Obsesif Kompulsif Bozukluk (OKB): ısrarcı ve tekrarlayan düşüncelerin (obsesyon) ya da davranışların (kompulsiyon) görülmesidir. Düşüncelerinin ya da davranışlarının alakasız olduğunun farkında olsa da kişi kendini devam etmek zorunda hissetmekte ve etmediği takdirde sıkıntı duymaktadır.

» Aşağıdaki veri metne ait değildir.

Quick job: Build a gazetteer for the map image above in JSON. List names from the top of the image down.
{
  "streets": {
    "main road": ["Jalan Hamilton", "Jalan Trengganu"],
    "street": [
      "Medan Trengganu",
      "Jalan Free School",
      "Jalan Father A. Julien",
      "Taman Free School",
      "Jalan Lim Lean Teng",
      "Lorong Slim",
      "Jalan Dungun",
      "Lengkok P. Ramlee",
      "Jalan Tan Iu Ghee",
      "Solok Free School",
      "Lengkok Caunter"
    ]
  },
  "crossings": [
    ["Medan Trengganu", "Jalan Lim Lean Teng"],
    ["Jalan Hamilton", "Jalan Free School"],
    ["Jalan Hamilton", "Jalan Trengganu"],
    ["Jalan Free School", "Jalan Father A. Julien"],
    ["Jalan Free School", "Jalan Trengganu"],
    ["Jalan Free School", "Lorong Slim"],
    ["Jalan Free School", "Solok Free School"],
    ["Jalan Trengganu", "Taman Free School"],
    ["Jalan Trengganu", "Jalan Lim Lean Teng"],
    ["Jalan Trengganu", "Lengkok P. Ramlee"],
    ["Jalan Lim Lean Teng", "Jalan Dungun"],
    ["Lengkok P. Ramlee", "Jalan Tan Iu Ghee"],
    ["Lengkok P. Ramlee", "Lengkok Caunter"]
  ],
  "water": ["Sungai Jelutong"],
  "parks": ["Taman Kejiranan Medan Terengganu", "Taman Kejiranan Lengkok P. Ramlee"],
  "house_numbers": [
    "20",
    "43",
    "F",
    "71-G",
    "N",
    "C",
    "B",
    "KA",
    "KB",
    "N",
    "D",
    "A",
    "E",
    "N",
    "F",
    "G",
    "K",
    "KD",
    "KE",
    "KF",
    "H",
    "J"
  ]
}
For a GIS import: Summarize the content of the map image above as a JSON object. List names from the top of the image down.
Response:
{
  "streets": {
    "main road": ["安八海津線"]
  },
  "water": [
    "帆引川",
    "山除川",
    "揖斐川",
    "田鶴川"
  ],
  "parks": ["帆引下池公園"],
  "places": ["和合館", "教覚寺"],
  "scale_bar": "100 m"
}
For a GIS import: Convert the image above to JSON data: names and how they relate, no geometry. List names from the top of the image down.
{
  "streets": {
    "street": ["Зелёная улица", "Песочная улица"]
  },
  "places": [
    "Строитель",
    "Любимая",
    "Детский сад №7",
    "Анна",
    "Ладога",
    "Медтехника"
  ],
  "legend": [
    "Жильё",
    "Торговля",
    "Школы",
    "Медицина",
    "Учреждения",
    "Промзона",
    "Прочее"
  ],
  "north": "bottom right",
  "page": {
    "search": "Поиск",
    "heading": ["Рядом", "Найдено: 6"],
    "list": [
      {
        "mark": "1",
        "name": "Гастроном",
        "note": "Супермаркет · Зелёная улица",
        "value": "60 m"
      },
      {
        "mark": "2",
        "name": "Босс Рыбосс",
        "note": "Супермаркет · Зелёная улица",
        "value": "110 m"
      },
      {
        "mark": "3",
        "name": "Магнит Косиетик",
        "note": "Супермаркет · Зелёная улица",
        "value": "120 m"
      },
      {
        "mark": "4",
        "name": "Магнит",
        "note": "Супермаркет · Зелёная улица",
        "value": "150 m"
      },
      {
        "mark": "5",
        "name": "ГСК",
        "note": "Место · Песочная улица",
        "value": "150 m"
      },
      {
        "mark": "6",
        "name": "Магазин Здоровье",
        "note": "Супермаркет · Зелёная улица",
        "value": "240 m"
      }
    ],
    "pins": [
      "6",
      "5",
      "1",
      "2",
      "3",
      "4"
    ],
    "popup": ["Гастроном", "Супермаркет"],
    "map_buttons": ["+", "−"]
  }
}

Anksiyete ve Depresyon Arasındaki İlişki
Ruh sağlığı  popülasyonun da , anksiyete ve depresif bozuklukların beraber bulunmasına sık rastlanılır; bu beraber görülme durumu bilhassa yaşlılarda daha sıktır. Bir çalışmaya göre anksiyete bozukluğu görülen PH’li olguların %92’sinde depresif bozuklukta görülmektedir ve depresif bozukluk gösterenlerin %67’sinin ise anksiyete bozukluğu da gösterdiği ortaya konulmuştur. Diğer çalışmalarda da Parkinson hastalarında depresyon ve anksiyete arasında yakın bir korelasyon gösterilmiş olsa da, anksiyete depresyonun yokluğunda da ortaya çıkabilir.
Parkinsonlu hastalar, olmayanlarla karşılaştırıldığında daha fazla stres altındadırlar ve anksiyete hastalığın semptomlarına psikolojik bir cevap olabilir. Bununla beraber PH’de anksiyetenin temelinde nörokimyasal değişikliklerle ilişki olabilir.